Remote Python Data Engineer | PySpark & Databricks

Remote Python Data Engineer | PySpark & Databricks

Full-Time 50000 - 65000 € / year (est.) Home office (partial)
Atos

At a Glance

  • Tasks: Build and optimise data pipelines using Python, PySpark, and Databricks.
  • Company: Join Atos, a leading tech company with a focus on innovation.
  • Benefits: Enjoy competitive pay, flexible remote work options, and career growth.
  • Other info: Work in a dynamic environment with opportunities for professional development.
  • Why this job: Be part of exciting projects that shape the future of data engineering.
  • Qualifications: Experience in Python, PySpark, and familiarity with YAML required.

The predicted salary is between 50000 - 65000 € per year.

Atos is seeking a Python Data Engineer for a full-time position based in London, with remote and hybrid options available.
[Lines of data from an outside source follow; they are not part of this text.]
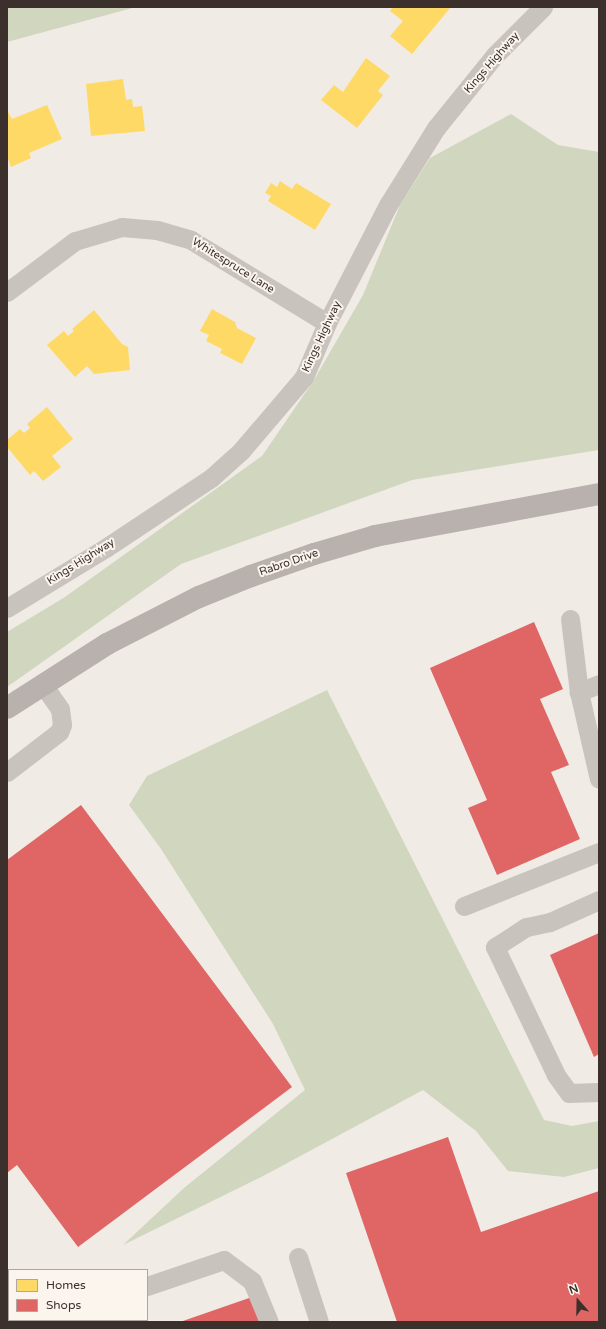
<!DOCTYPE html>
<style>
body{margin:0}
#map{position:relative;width:606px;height:1329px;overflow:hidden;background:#f0ebe5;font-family:"Varela Round",sans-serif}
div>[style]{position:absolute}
.green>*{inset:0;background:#d1d6bf}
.homes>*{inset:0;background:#ffd966}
.shops>*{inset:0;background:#e06666}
.minor>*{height:19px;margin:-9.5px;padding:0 9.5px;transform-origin:9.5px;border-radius:9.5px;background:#c9c3be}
.major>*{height:22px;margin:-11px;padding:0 11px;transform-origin:11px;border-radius:11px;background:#b8b1ad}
span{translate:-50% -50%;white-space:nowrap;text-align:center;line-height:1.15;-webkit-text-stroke:4px #fbf5ee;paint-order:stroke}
.street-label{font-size:11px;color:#3b302b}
.frame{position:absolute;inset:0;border:8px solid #3b302b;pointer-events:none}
.legend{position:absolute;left:8px;top:1269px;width:140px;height:52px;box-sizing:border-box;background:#fbf5ee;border:1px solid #aea6a0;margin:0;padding:5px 7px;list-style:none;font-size:12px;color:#3b302b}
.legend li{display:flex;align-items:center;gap:8px;height:20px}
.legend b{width:20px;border:1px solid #aea6a0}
.north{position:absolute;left:558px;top:1281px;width:40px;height:40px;-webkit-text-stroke:3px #fbf5ee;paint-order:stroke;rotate:340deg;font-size:11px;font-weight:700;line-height:16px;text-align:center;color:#3b302b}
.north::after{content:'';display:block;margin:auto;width:14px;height:18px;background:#3b302b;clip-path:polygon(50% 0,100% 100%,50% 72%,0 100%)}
</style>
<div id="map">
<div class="green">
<div style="clip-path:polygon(7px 7px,136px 7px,7px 42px)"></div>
<div style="clip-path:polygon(511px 114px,558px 145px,599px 152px,599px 450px,412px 480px,181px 564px,7px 687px,7px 632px,65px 597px,262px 456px,314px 380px,363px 295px,400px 205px,430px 158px)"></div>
<div style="clip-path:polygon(327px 690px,544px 1120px,572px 1126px,599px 1121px,599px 1168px,564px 1177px,508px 1171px,476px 1131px,423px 1090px,265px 1175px,123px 1245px,184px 1188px,305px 1090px,273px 1024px,161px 849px,129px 805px,147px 776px)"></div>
</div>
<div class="homes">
<div style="clip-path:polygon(393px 7px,451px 7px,412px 54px,390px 36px,403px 21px,390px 11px)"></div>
<div style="clip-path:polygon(366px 58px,390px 76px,378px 91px,383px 95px,357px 128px,321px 100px,334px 85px,343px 92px)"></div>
<div style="clip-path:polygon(123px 79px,126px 100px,132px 99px,133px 107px,142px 106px,145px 131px,91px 136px,86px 84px)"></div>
<div style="clip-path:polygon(47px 105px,62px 139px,29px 153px,31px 158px,11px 167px,7px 156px,7px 110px,12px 119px)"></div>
<div style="clip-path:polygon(280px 181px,292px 189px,296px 183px,331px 204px,315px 230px,268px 201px,271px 196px,265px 193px,271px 183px,277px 187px)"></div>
<div style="clip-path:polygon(212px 309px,235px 322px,237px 328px,256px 338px,242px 364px,220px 353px,222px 349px,206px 341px,209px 335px,200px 331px)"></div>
<div style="clip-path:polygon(94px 310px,122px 344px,128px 347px,130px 370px,94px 374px,87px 366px,75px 377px,47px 345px,64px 331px,68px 336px,74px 331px,72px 329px)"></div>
<div style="clip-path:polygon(47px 407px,73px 439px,52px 456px,61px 467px,43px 481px,34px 471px,30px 475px,7px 447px,7px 440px,20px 429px,24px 433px,30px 428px,27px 424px)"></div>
</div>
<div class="shops">
<div style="clip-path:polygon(534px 622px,563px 689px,540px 699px,569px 765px,551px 772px,580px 839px,497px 875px,468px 808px,487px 800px,430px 668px)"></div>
<div style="clip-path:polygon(81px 805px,292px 1087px,78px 1247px,17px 1165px,7px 1173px,7px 860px)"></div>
<div style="clip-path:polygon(599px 933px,599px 1054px,594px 1057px,550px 955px)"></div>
<div style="clip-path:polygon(448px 1137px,481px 1232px,599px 1191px,599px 1322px,397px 1322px,346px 1173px)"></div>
<div style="clip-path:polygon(252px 1297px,260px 1322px,180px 1322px)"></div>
</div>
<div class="minor">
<div style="left:7px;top:292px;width:85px;rotate:-36.9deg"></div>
<div style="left:75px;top:241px;width:49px;rotate:-16.6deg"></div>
<div style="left:122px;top:227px;width:35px;rotate:5deg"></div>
<div style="left:157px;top:230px;width:35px;rotate:16deg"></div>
<div style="left:191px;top:240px;width:159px;rotate:31.4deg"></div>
<div style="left:7px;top:608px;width:117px;rotate:-31.4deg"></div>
<div style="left:107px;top:547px;width:125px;rotate:-33.6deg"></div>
<div style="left:211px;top:478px;width:40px;rotate:-42deg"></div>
<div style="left:241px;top:451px;width:97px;rotate:-49.6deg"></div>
<div style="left:304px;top:377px;width:59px;rotate:-66.9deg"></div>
<div style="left:327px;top:323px;width:133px;rotate:-62.7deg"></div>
<div style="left:388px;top:205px;width:91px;rotate:-58.1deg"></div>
<div style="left:436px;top:128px;width:94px;rotate:-51.1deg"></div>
<div style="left:495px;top:55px;width:68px;rotate:-45deg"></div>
<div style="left:570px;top:619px;width:74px;rotate:83deg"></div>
<div style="left:599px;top:684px;width:22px;rotate:158deg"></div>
<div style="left:579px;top:692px;width:89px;rotate:77.1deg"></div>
<div style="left:7px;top:772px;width:66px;rotate:-37.6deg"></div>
<div style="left:59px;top:732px;width:8px;rotate:-67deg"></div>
<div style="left:62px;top:725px;width:16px;rotate:-97deg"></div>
<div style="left:60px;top:709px;width:29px;rotate:-125deg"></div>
<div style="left:599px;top:900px;width:54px;rotate:155.8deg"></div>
<div style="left:550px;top:922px;width:25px;rotate:168deg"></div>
<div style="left:526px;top:927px;width:37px;rotate:147deg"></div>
<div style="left:495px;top:947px;width:142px;rotate:64.5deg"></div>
<div style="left:556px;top:1075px;width:22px;rotate:54deg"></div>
<div style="left:569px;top:1093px;width:30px;rotate:-2deg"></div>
<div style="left:464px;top:906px;width:145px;rotate:-21.8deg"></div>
<div style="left:298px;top:1257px;width:68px;rotate:72.1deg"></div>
<div style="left:147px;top:1286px;width:81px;rotate:-18.7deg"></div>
<div style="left:224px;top:1260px;width:35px;rotate:37deg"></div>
<div style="left:252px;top:1281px;width:44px;rotate:67.5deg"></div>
<div style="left:47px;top:1322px;width:5px;rotate:-22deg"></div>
</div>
<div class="major">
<div style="left:7px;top:708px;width:119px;rotate:-32.6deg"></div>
<div style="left:107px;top:644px;width:103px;rotate:-27.1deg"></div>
<div style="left:199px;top:597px;width:56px;rotate:-22deg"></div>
<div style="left:251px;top:576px;width:67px;rotate:-19.2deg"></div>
<div style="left:314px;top:554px;width:64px;rotate:-16.4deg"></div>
<div style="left:375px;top:536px;width:228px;rotate:-10.6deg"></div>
</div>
<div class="street-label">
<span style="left:492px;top:63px;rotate:-49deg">Kings Highway</span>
<span style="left:233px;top:266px;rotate:32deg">Whitespruce Lane</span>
<span style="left:322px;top:337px;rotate:-65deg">Kings Highway</span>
<span style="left:81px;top:562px;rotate:-32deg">Kings Highway</span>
<span style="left:289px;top:563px;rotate:-19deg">Rabro Drive</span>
</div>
<div class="frame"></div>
<ul class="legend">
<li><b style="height:11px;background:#ffd966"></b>Homes</li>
<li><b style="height:11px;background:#e06666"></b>Shops</li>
</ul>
<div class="north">N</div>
</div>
The role involves working with technologies such as Python and PySpark, with a strong focus on Databricks and behaviour-driven development.

Candidates should demonstrate experience in code coverage and YAML. Competitive compensation is offered, but visa sponsorship is not provided.

Remote Python Data Engineer | PySpark & Databricks employer: Atos

Atos is an excellent employer that fosters a dynamic and inclusive work culture, offering flexible remote and hybrid working options to suit your lifestyle. With a strong emphasis on employee growth, you will have access to continuous learning opportunities and cutting-edge technologies like Databricks, making it an ideal environment for those looking to advance their careers in data engineering.

Atos

Contact Detail:

Atos Recruiting Team

StudySmarter Expert Advice🤫

We think this is how you could land Remote Python Data Engineer | PySpark & Databricks

Tip Number 1

Network like a pro! Reach out to folks in the industry, especially those who work with Python and Databricks. A friendly chat can lead to opportunities that aren’t even advertised yet.

Tip Number 2

Show off your skills! Create a GitHub repository showcasing your projects using PySpark and Databricks. This gives potential employers a taste of what you can do and sets you apart from the crowd.

Tip Number 3

Prepare for the technical interview! Brush up on your coding skills and be ready to discuss your experience with code coverage and YAML. Practising common interview questions can help you feel more confident.

Tip Number 4

Don’t forget to apply through our website! We’ve got loads of resources to help you land that dream job, and applying directly can sometimes give you an edge over other candidates.

We think you need these skills to ace Remote Python Data Engineer | PySpark & Databricks

Python
PySpark
Databricks
Behaviour-Driven Development
Code Coverage
YAML
Data Engineering

Some tips for your application 🫡

Tailor Your CV:Make sure your CV highlights your experience with Python, PySpark, and Databricks. We want to see how your skills match the job description, so don’t be shy about showcasing relevant projects or achievements!

Craft a Compelling Cover Letter:Your cover letter is your chance to shine! Use it to explain why you’re passionate about data engineering and how your background makes you a perfect fit for our team. Keep it concise but engaging!

Showcase Your Technical Skills:Since this role focuses on specific technologies, make sure to mention your experience with code coverage and YAML. We love seeing practical examples of how you've used these in your previous work!

Apply Through Our Website:We encourage you to apply directly through our website. It’s the best way for us to receive your application and ensures you don’t miss out on any important updates from our team!

How to prepare for a job interview at Atos

Know Your Tech Stack

Make sure you’re well-versed in Python, PySpark, and Databricks. Brush up on your knowledge of behaviour-driven development and be ready to discuss how you've used these technologies in past projects.

Showcase Your Code Coverage Skills

Be prepared to talk about your experience with code coverage. Bring examples of how you've implemented it in your work, and be ready to explain its importance in ensuring code quality.

Familiarise Yourself with YAML

Since YAML is mentioned in the job description, make sure you understand its syntax and common use cases. You might be asked to demonstrate your knowledge or solve a problem using YAML during the interview.

Prepare for Behaviour-Driven Development Questions

Understand the principles of behaviour-driven development and be ready to discuss how you’ve applied them in your previous roles. Think of specific examples that highlight your ability to collaborate with stakeholders and deliver user-focused solutions.